- **Description of the task**
Reproduce all the data exactly, without pictures.

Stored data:
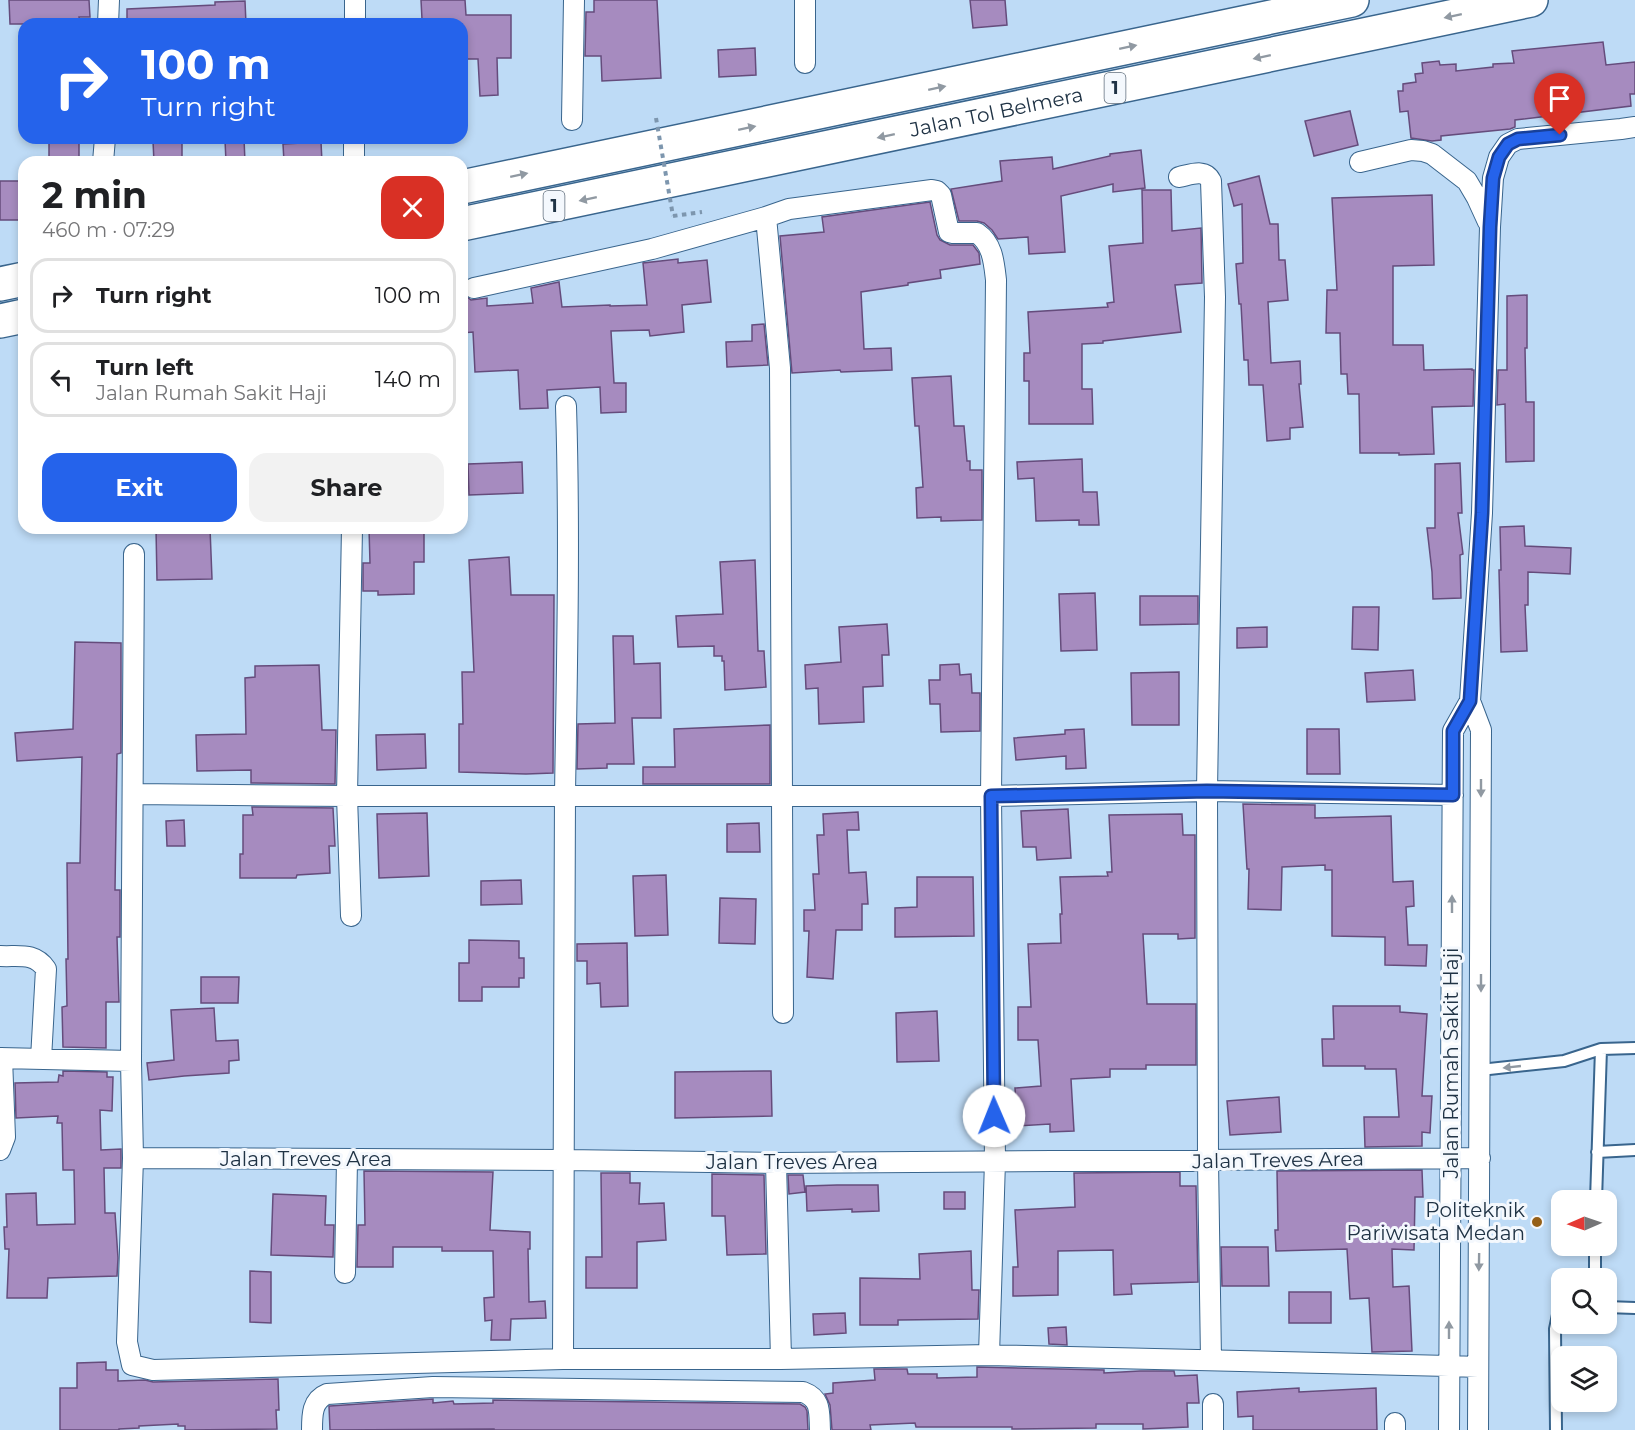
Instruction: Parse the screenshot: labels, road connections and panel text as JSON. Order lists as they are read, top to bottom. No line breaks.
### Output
{"streets":{"highway":["1","Jalan Tol Belmera"],"street":["Jalan Rumah Sakit Haji","Jalan Treves Area"]},"crossings":[["Jalan Rumah Sakit Haji","Jalan Treves Area"]],"places":["Politeknik Pariwisata Medan"],"north":"left","page":{"turn":["100 m","Turn right"],"heading":["2 min","460 m · 07:29"],"list":[{"name":"Turn right","value":"100 m"},{"name":"Turn left","note":"Jalan Rumah Sakit Haji","value":"140 m"}],"buttons":["Exit","Share"]}}
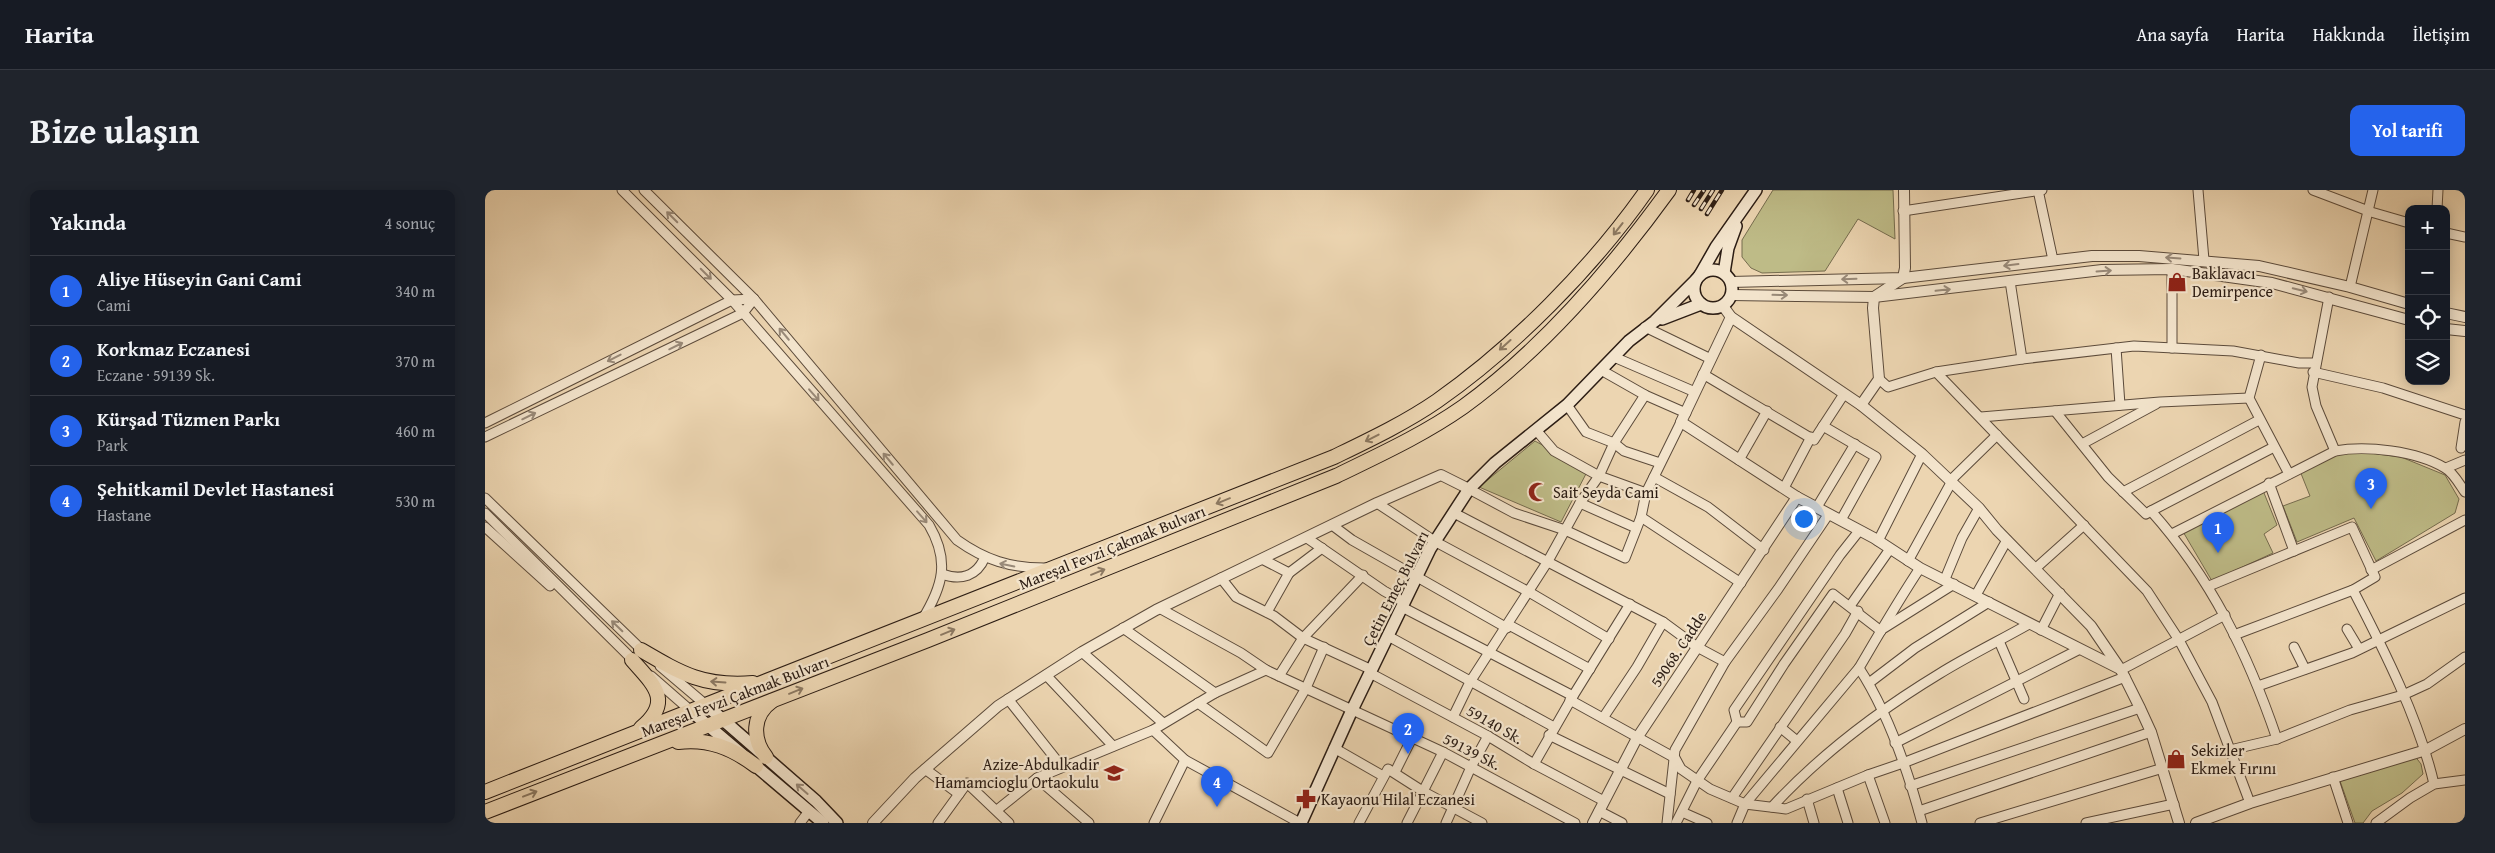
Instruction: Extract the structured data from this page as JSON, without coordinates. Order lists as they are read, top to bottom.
{
  "streets": {
    "main road": ["Mareşal Fevzi Çakmak Bulvarı", "Çetin Emeç Bulvarı"],
    "street": ["59068. Cadde", "59140 Sk.", "59139 Sk."]
  },
  "crossings": [
    ["Çetin Emeç Bulvarı", "59140 Sk."],
    ["Çetin Emeç Bulvarı", "59139 Sk."],
    ["59068. Cadde", "59140 Sk."]
  ],
  "places": {
    "shop": ["Baklavacı Demirpence", "Sekizler Ekmek Fırını"],
    "mosque": ["Sait Seyda Cami"],
    "school or university": ["Azize-Abdulkadir Hamamcioglu Ortaokulu"],
    "pharmacy": ["Kayaonu Hilal Eczanesi"]
  },
  "page": {
    "header": "Harita",
    "nav": [
      "Ana sayfa",
      "Harita",
      "Hakkında",
      "İletişim"
    ],
    "title": "Bize ulaşın",
    "buttons": "Yol tarifi",
    "heading": ["Yakında", "4 sonuç"],
    "map_buttons": ["+", "−"],
    "list": [
      {
        "mark": "1",
        "name": "Aliye Hüseyin Gani Cami",
        "note": "Cami",
        "value": "340 m"
      },
      {
        "mark": "2",
        "name": "Korkmaz Eczanesi",
        "note": "Eczane · 59139 Sk.",
        "value": "370 m"
      },
      {
        "mark": "3",
        "name": "Kürşad Tüzmen Parkı",
        "note": "Park",
        "value": "460 m"
      },
      {
        "mark": "4",
        "name": "Şehitkamil Devlet Hastanesi",
        "note": "Hastane",
        "value": "530 m"
      }
    ],
    "pins": [
      "3",
      "1",
      "2",
      "4"
    ]
  }
}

- **Result for this exercise**
Instruction: Parse the screenshot: labels, road connections and panel text as JSON. Order lists as they are read, top to bottom. No line breaks.
### Output
{"streets":{"highway":["1","Jalan Tol Belmera"],"street":["Jalan Rumah Sakit Haji","Jalan Treves Area"]},"crossings":[["Jalan Rumah Sakit Haji","Jalan Treves Area"]],"places":["Politeknik Pariwisata Medan"],"north":"left","page":{"turn":["100 m","Turn right"],"heading":["2 min","460 m · 07:29"],"list":[{"name":"Turn right","value":"100 m"},{"name":"Turn left","note":"Jalan Rumah Sakit Haji","value":"140 m"}],"buttons":["Exit","Share"]}}
Instruction: Extract the structured data from this page as JSON, without coordinates. Order lists as they are read, top to bottom.
{
  "streets": {
    "main road": ["Mareşal Fevzi Çakmak Bulvarı", "Çetin Emeç Bulvarı"],
    "street": ["59068. Cadde", "59140 Sk.", "59139 Sk."]
  },
  "crossings": [
    ["Çetin Emeç Bulvarı", "59140 Sk."],
    ["Çetin Emeç Bulvarı", "59139 Sk."],
    ["59068. Cadde", "59140 Sk."]
  ],
  "places": {
    "shop": ["Baklavacı Demirpence", "Sekizler Ekmek Fırını"],
    "mosque": ["Sait Seyda Cami"],
    "school or university": ["Azize-Abdulkadir Hamamcioglu Ortaokulu"],
    "pharmacy": ["Kayaonu Hilal Eczanesi"]
  },
  "page": {
    "header": "Harita",
    "nav": [
      "Ana sayfa",
      "Harita",
      "Hakkında",
      "İletişim"
    ],
    "title": "Bize ulaşın",
    "buttons": "Yol tarifi",
    "heading": ["Yakında", "4 sonuç"],
    "map_buttons": ["+", "−"],
    "list": [
      {
        "mark": "1",
        "name": "Aliye Hüseyin Gani Cami",
        "note": "Cami",
        "value": "340 m"
      },
      {
        "mark": "2",
        "name": "Korkmaz Eczanesi",
        "note": "Eczane · 59139 Sk.",
        "value": "370 m"
      },
      {
        "mark": "3",
        "name": "Kürşad Tüzmen Parkı",
        "note": "Park",
        "value": "460 m"
      },
      {
        "mark": "4",
        "name": "Şehitkamil Devlet Hastanesi",
        "note": "Hastane",
        "value": "530 m"
      }
    ],
    "pins": [
      "3",
      "1",
      "2",
      "4"
    ]
  }
}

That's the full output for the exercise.